I was stunned. Nobody looked like they’d been hit, but it had been an effective move.
The deputies swarmed over Leo, one handcuffing him, the other getting Ricky out from under Leo’s body. Ricky was crying while Leo was shouting about how someone—namely him—could have been killed.
My legs were so shaky, I slid down and sat in the snow. Almost immediately, Sheriff Campbell had hols
tered his gun and put a hand under my arm.
“Okay, let’s get you inside and warmed up,” he whispered.
“Where’s John?” I asked as I stood and shuffled forward.
As the sheriff helped me up the porch steps, the deputy moving Ricky inside turned to us.
“There’s a guy on the floor in here. He looks like he was hit on the head, but he seems to be okay. He’s coming to,” she reported.
John was injured? Shit. I tried to hurry, but my feet weren’t acting right. So I staggered to keep up with Sheriff Campbell’s slow and steady speed as I got my breath back. I was shivering, but my head seemed to be clearing.
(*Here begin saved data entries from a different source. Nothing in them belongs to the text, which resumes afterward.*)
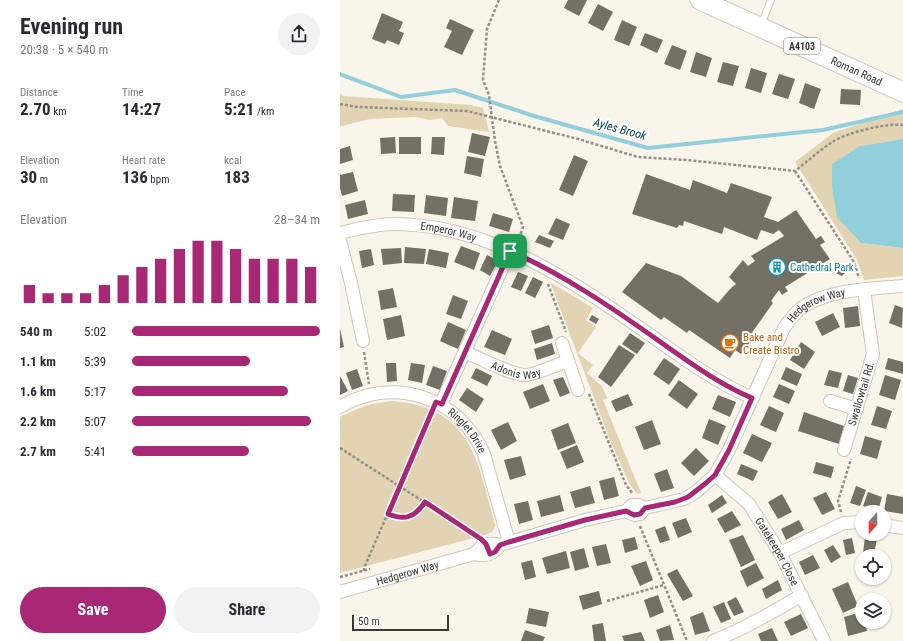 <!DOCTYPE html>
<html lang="en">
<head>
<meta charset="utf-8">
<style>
	body { margin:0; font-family:"Roboto Condensed",sans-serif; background:#f2f2f3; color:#2b2b33; height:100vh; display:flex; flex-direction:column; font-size:15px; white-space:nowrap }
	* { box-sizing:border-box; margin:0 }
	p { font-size:13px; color:#7c7c81 }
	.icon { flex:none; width:22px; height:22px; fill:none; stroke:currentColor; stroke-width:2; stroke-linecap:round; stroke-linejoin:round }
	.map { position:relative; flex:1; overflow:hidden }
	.side { display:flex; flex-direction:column; background:#fff; width:340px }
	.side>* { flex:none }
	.needle { width:26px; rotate:200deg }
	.controls { position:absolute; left:515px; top:505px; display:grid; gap:8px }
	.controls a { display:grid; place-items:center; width:36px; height:36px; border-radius:50%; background:#fff; box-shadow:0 1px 3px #0004; font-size:20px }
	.scale { position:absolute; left:12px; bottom:10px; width:97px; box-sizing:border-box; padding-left:4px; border:2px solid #3b3935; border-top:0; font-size:11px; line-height:14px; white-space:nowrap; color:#3b3935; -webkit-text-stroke:3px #fff; paint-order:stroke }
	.pin { position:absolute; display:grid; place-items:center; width:34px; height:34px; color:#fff; margin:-17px; border-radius:8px; box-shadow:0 2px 6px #0006 }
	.round { display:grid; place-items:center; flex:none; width:42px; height:42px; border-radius:21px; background:#f2f2f3 }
	.head { display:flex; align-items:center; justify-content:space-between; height:68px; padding:0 20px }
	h1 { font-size:22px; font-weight:700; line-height:30px }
	.stats { display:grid; grid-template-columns:repeat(3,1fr); gap:6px; height:68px; padding:4px 20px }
	.stats div { display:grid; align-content:center }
	.stats b { font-size:17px; font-weight:700 }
	.stats small { font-size:11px; font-weight:400 }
	.stats p { font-size:11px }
	.chart { height:112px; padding:8px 20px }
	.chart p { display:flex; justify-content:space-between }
	.chart svg { width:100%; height:72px; margin-top:4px; stroke:#a82876; stroke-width:6 }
	.primary-button { display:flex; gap:8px; margin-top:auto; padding:8px 20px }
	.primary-button a { flex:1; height:46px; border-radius:24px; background:#a82876; color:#fff; font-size:16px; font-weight:700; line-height:46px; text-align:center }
	.primary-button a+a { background:#f2f2f3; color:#2b2b33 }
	ul { padding:0 20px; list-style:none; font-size:13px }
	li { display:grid; grid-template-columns:64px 48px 1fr; align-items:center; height:30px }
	li i { height:10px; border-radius:5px; background:#a82876 }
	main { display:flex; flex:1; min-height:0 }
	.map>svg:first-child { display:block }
	.green { fill:#e2d4b3 }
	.water { fill:#91d0db }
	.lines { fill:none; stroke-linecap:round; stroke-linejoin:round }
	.stream { stroke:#91d0db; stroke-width:4 }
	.building { fill:#747066 }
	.lane-casing { stroke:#cdc8bd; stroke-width:8 }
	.street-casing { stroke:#cdc8bd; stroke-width:14 }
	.primary-casing { stroke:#cdc8bd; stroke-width:21 }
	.path { stroke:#918f87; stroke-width:2.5; stroke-dasharray:3 2; stroke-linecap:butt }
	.lane { stroke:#fff; stroke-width:6 }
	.street { stroke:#fff; stroke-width:12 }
	.primary { stroke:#fff; stroke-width:19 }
	.route-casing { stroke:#fff; stroke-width:8 }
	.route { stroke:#a82876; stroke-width:5 }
	.labels { text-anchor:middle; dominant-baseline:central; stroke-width:4; stroke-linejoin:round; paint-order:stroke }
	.shield { fill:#fff; stroke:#767472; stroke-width:1 }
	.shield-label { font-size:10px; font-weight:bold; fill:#3b3935 }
	.street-label { font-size:11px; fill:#3b3935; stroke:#fff }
	.culture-label { font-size:11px; fill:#0d838f; stroke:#fff; text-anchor:start }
	.food-label { font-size:11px; fill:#c56008; stroke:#fff; text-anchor:start }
	.water-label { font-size:12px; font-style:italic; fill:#09444d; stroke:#fff }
</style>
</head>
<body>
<main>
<section class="side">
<div class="head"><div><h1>Evening run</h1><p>20:38 · 5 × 540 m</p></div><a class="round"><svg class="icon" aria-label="share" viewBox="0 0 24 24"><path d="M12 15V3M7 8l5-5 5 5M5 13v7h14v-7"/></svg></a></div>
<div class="stats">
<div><p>Distance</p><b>2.70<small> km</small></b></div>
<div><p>Time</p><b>14:27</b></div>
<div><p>Pace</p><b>5:21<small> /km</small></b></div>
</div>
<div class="stats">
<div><p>Elevation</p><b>30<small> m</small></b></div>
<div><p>Heart rate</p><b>136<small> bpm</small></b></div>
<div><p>kcal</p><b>183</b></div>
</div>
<div class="chart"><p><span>Elevation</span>28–34 m</p>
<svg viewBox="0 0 160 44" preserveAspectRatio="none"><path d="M5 44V33M15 44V38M25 44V38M35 44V38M45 44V33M55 44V27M65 44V22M75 44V17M85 44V11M95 44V6M105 44V6M115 44V11M125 44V17M135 44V17M145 44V17M155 44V22"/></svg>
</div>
<ul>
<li><b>540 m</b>5:02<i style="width:100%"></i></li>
<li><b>1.1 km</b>5:39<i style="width:63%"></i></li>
<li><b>1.6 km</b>5:17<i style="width:83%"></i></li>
<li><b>2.2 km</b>5:07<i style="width:95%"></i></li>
<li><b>2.7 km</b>5:41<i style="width:62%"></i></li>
</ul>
<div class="primary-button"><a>Save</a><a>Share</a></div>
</section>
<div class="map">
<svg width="563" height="641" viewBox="0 0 563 641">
	<rect width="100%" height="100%" fill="#f9f5ea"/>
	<path class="green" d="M0 93 3 96 130 105 143 108 149 132 108 126 102 118 90 120 76 117 30 119 2 126H0Z
		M563 109V139L520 146 521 243 563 248V276L524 280 517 260 455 162 493 133Z
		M210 282 253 308 246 320 256 327 238 353 253 365 247 373 262 386 267 398 263 400 301 493 297 494 289 483 270 440Z
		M53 401C132 408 138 461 155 525 154 531 151 533 145 535L0 573V417C19 407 32 403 53 401Z"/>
	<path class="water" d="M563 139V248L521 243 497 217 492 187V164L520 146Z"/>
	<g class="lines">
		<path class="stream" d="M0 74 61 97 115 90 194 116 308 148 483 130 563 112"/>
	</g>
	<path class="building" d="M228 0H247L239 16 224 8Z
		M258 4 273 12 263 31 248 23Z
		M42 13 63 22 59 31 64 33 59 45 47 40 45 44 32 39Z
		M110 19 134 30 122 55 104 47 112 31 106 28Z
		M282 20 297 27 289 46 274 40Z
		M305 33 323 40 317 53 300 45Z
		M332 45 347 51 340 70 324 64Z
		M356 52 372 58 366 77 350 72Z
		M383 62 399 66 393 86 377 82Z
		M411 68 427 73 421 93 405 88Z
		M439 74 455 79 448 99 432 94Z
		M465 83 481 89 474 109 459 103Z
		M501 89 521 90 520 105 500 104Z
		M132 133 150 137 145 156 128 152Z
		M55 137 56 153 41 154 40 138Z
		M59 137H81V154H59Z
		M92 137H105L104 155 91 154Z
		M10 146 13 160 0 164V149Z
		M234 155 248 161 233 196 219 190Z
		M127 156 144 159 141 177 124 173Z
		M13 172 18 191 2 196 0 188V175Z
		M306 174 350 190 353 180 387 193 391 183 432 197 424 217 438 222 456 210 476 239 481 236 485 242 480 245 490 259 445 287 448 291 442 295 439 290 431 301 433 303 411 334 414 337 401 354 395 350 390 358 349 330 347 333 324 317 321 320 282 292 306 263 341 276 378 303 390 289 396 284 389 277 403 260 408 266 415 261 411 256 444 236 439 230 433 234 421 230 417 240 384 227 382 234 344 221 343 226 339 225 337 228 292 214Z
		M53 194 75 195 74 212 52 211Z
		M86 195 108 198 106 216 84 213Z
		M114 197 138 201 135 221 111 218Z
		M25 200 28 214 8 219 5 205Z
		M153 213 173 219 169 232 149 226Z
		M216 218 230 224 223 240 208 234Z
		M199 235 214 241 210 248 195 242Z
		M121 246 140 253 134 270 114 262Z
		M65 247 86 249 84 264 64 263Z
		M61 248 62 263 43 265 41 249Z
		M31 249 34 265 22 268 19 251Z
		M89 249 109 253 106 268 86 264Z
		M147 255 158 261 150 276 140 270Z
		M500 266 505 267 506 272 502 276 496 273 497 269Z
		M178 272 188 276 181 291 171 287Z
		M193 277 203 282 195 298 185 293Z
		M53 288 57 307 41 310 38 291Z
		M113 295 128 301 121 319 106 314Z
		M555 305 563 308 562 328 549 323Z
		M518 306 520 326 505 328 503 308Z
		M493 313 500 327 482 336 475 322Z
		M61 315 65 336 47 340 43 319Z
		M252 315 259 319 256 324 249 320Z
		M108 322 126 330 118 349 100 341Z
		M209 325 213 338 195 344 191 331Z
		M0 329 4 347 0 348Z
		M152 330 172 339 165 355 144 347Z
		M290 333 305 343 297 354 282 344Z
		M461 342 475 352 464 369 450 360Z
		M212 343 215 354 197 360 194 349Z
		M279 345 295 355 271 387 258 377Z
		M324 358 340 369 329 385 313 374Z
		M548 358 563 362V374L545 369Z
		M46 363H56L57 381 47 382Z
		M71 363 85 365 82 383 68 380Z
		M93 366 107 371 100 390 86 385Z
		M446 367 462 374 457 386 441 379Z
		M136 368 152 376 147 386 131 378Z
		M17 369 23 386 12 390 6 373Z
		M489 370 502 373 498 388 484 385Z
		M508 375 518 378 513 394 503 391Z
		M545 375 561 380 555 400 539 395Z
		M0 376 8 391 0 395Z
		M223 377 230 393 220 397 213 380Z
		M339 380 358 394 347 409 328 395Z
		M203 384 210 401 190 409 183 392Z
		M439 384 455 391 449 404 433 397Z
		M127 388 144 399 136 412 119 400Z
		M288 394 293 405 276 412 271 401Z
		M378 395 396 402 390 417 372 409Z
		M429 406 444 413 436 432 420 425Z
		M537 406 552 411 546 429 531 425Z
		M464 412 504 426 499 444 458 431Z
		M369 419 386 426 378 445 362 438Z
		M312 420 321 444 304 450 295 427Z
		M168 422 177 441 161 450 151 430Z
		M228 423 236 443 218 450 211 430Z
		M412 434 432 443 422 462 403 453Z
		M525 436 542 441 537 459 520 454Z
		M237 445 244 462 227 469 220 452Z
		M356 448 369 461 354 476 341 463Z
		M181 456 186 475 170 480 164 460Z
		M476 462 494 467 491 478 473 473Z
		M401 464 418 471 413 481 397 474Z
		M327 469 334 488 321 492 314 474Z
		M274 477 279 496 264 500 259 481Z
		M250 486 255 503 235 508 230 492Z
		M516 486 526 490 520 506 510 503Z
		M486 492 495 509 482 515 473 498Z
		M528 492 542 497 538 511 523 506Z
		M442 494 452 512 438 519 428 502Z
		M547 494 563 497V514L544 511Z
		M220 495 224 511 201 517 197 501Z
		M382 495 387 503 372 513 368 505Z
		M188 501 193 520 179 524 174 504Z
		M392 511 401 525 385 533 377 519Z
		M346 518 352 532 338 538 332 523Z
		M459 520 464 530 446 540 441 529Z
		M325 526 330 540 320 543 315 530Z
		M403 535 415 560 401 567 389 540Z
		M295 537 298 549 285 553 282 540Z
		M525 537 537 538 534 555 523 553Z
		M512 538 515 553 506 555 503 540Z
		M266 544 271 563 257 566 252 547Z
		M493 545 501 557 491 563 484 550Z
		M244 548 249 567 235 571 230 552Z
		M226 551 230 568 207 574 202 558Z
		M473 555 480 568 465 575 459 562Z
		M192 560 196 577 185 580 181 563Z
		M306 561 313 580 300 586 291 566Z
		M416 563 424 578 407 587 400 571Z
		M337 569 353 596 343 601 327 574Z
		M438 580 442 590 426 599 422 589Z
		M508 582 518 606 503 613 492 589Z
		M259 591 262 604 243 610 239 596Z
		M318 595 324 612 310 618 304 600Z
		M396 597 404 612 394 616 387 602Z
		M384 602 391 619 381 623 373 607Z
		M189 608 209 612 206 627 186 623Z
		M363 612 370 631 355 635 350 617Z
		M521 612 522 622H525L527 631 508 636 504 617Z
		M461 614 468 628 451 636 444 622Z
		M263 623 266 641H254L252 625Z
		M330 625 334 640 320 641 316 630Z
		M432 628 438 641H421L418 634Z
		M185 630 205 637 203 641H181Z
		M301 632 305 641H284L282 636Z"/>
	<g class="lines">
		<defs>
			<path id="lane" d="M421 25 431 0"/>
			<g id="street">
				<path id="s1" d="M0 233C17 229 36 224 54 224 148 224 235 282 310 335 343 358 375 382 413 398"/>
				<path d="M0 240 11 283 23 341"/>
				<path d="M222 343 238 390"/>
				<path id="s2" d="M125 352C139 358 173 376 187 375 200 373 215 365 228 361"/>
				<path d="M490 401 517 409"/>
				<path d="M101 404 170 251"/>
				<path id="s3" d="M0 407C53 375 120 397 144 454L169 542"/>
				<path id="s4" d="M504 450 533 354 524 290"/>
				<path id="s5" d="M375 475 409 504 440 553 484 641"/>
				<path id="s6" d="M286 511 294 515 300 514 305 508 344 499 356 492 375 475 389 450 444 328C449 321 453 315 460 309 486 289 531 289 563 286"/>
				<path d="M544 525 563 528"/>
				<path d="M440 553 504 523 522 522"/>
				<path d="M134 554C143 544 147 542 160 545L245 520 286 511 292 505H299L305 508"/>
				<path id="s7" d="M0 592 134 554C147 556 152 556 160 545"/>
				<path d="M373 641C404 629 433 612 462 595"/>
			</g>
			<g id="primary">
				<path id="s8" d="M360 0 563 92"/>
			</g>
		</defs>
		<use href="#lane" class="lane-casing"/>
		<use href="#street" class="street-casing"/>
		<use href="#primary" class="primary-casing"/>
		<path class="path" d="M159 0 147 29 143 80 149 95 155 141 160 166 183 227 178 242
			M0 104 18 107 127 111 238 139 298 157 347 160 455 171C468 161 481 149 494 141 509 132 546 123 563 125
			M455 171 514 262 519 278
			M208 284 226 332
			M24 352 29 384
			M249 394 286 485 293 494
			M0 448 137 536
			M501 512 498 501 511 459
			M48 514C64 521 75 517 85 502
			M300 526 347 641
			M24 571V568L91 414
			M0 577 30 569
			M267 601 324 585"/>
		<use href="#lane" class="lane"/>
		<use href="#street" class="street"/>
		<use href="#primary" class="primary"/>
	</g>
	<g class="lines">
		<defs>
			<path id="route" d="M170 251C221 273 274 309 319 341 349 362 379 384 412 398L389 450 375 475 366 483 348 497 335 502 305 508 300 514 294 515 286 511 245 520 169 542 160 545 155 552 150 554 146 544 141 539 85 502C75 517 65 521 48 514L96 402 102 404Z"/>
		</defs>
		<use href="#route" class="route-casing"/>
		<use href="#route" class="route"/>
	</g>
	<defs>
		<symbol id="building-ring" viewBox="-11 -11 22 22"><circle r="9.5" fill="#fff" stroke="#0f9aa8" stroke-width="1.5"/><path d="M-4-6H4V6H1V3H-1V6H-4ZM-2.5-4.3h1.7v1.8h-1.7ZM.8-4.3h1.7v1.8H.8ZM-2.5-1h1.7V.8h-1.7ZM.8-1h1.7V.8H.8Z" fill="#0f9aa8"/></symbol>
		<symbol id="cafe-ring" viewBox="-11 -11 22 22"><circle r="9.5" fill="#fff" stroke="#e8710a" stroke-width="1.5"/><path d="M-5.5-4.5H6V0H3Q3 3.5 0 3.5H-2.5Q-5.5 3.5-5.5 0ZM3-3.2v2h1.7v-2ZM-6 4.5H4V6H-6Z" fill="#e8710a"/></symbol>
	</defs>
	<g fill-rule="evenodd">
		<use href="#building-ring" x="427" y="257" width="20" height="20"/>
		<use href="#cafe-ring" x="380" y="333" width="20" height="20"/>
	</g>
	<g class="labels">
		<rect class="shield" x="444" y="38" width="36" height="16" rx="3"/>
		<g class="shield-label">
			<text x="462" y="46">A4103</text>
		</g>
		<g class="street-label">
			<text stroke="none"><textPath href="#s8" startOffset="172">Roman Road</textPath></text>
			<text stroke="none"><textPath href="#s1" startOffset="110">Emperor Way</textPath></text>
			<text stroke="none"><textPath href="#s6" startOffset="306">Hedgerow Way</textPath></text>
			<text stroke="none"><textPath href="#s2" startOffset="55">Adonis Way</textPath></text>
			<text stroke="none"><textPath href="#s4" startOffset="59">Swallowtail Rd.</textPath></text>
			<text stroke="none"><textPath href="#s3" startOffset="143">Ringlet Drive</textPath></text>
			<text stroke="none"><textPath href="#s5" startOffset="100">Gatekeeper Close</textPath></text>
			<text stroke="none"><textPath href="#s7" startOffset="70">Hedgerow Way</textPath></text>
		</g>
		<g class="culture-label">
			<text x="450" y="267">Cathedral Park</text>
		</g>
		<g class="food-label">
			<text x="403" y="337">Bake and<tspan x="403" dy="13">Create Bistro</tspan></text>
		</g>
		<g class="water-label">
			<text transform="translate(280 129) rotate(15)">Ayles Brook</text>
		</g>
	</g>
</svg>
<div class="controls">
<a><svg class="needle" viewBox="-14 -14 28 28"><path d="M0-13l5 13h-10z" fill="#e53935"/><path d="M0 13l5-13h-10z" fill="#7c7c81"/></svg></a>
<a><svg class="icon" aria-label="locate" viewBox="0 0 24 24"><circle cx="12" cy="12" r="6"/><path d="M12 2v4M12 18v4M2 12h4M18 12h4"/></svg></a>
<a><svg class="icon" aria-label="layers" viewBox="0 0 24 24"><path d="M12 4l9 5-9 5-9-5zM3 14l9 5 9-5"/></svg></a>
</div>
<div class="scale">50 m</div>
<div class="pin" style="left:170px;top:251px;background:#1e9e55"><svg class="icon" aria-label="arrive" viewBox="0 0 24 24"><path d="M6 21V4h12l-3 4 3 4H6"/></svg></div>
</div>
</main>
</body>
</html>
By the time we got into the living room, John was already on the couch, a plastic bag with ice, wrapped partially in a dishcloth, clutched to his head.
“Hey,” he greeted me. “You okay?”
“Yeah. Just cold. You?”
He lifted the bloody cloth, grimaced, and nodded. “I’ve been better.”
A cursing Leo was being led down the walk toward the police station as a couple more deputies arrived. Then Ricky found his voice, and chaos ensued. Every time he yelped or shouted or got really shrill, a buzz-saw pain ripped through my head.
It was going to be a long night.
14
PROCESSING LEO took a little under forever. The sheriff asked me to stay and sign a statement about Leo threatening us with a gun. In the meantime, both John and Ricky had been taken to the clinic and examined by the doctor, then released. John’s wound amounted to a cut that needed to be bandaged, and he’d been cautioned to have someone stay with him to check for signs of concussion. To no one’s surprise, he volunteered me.
We were exhausted and bundled up against the cold as I picked him and Ricky up at the clinic to drive them back to Blue Cottage. As we drove up, we saw the house had been sitting empty with the front door unlocked and a little ajar the whole time we’d been gone. I felt like a fool when I realized I hadn’t even checked the doors after I’d gone across the street with the sheriff to give my statement.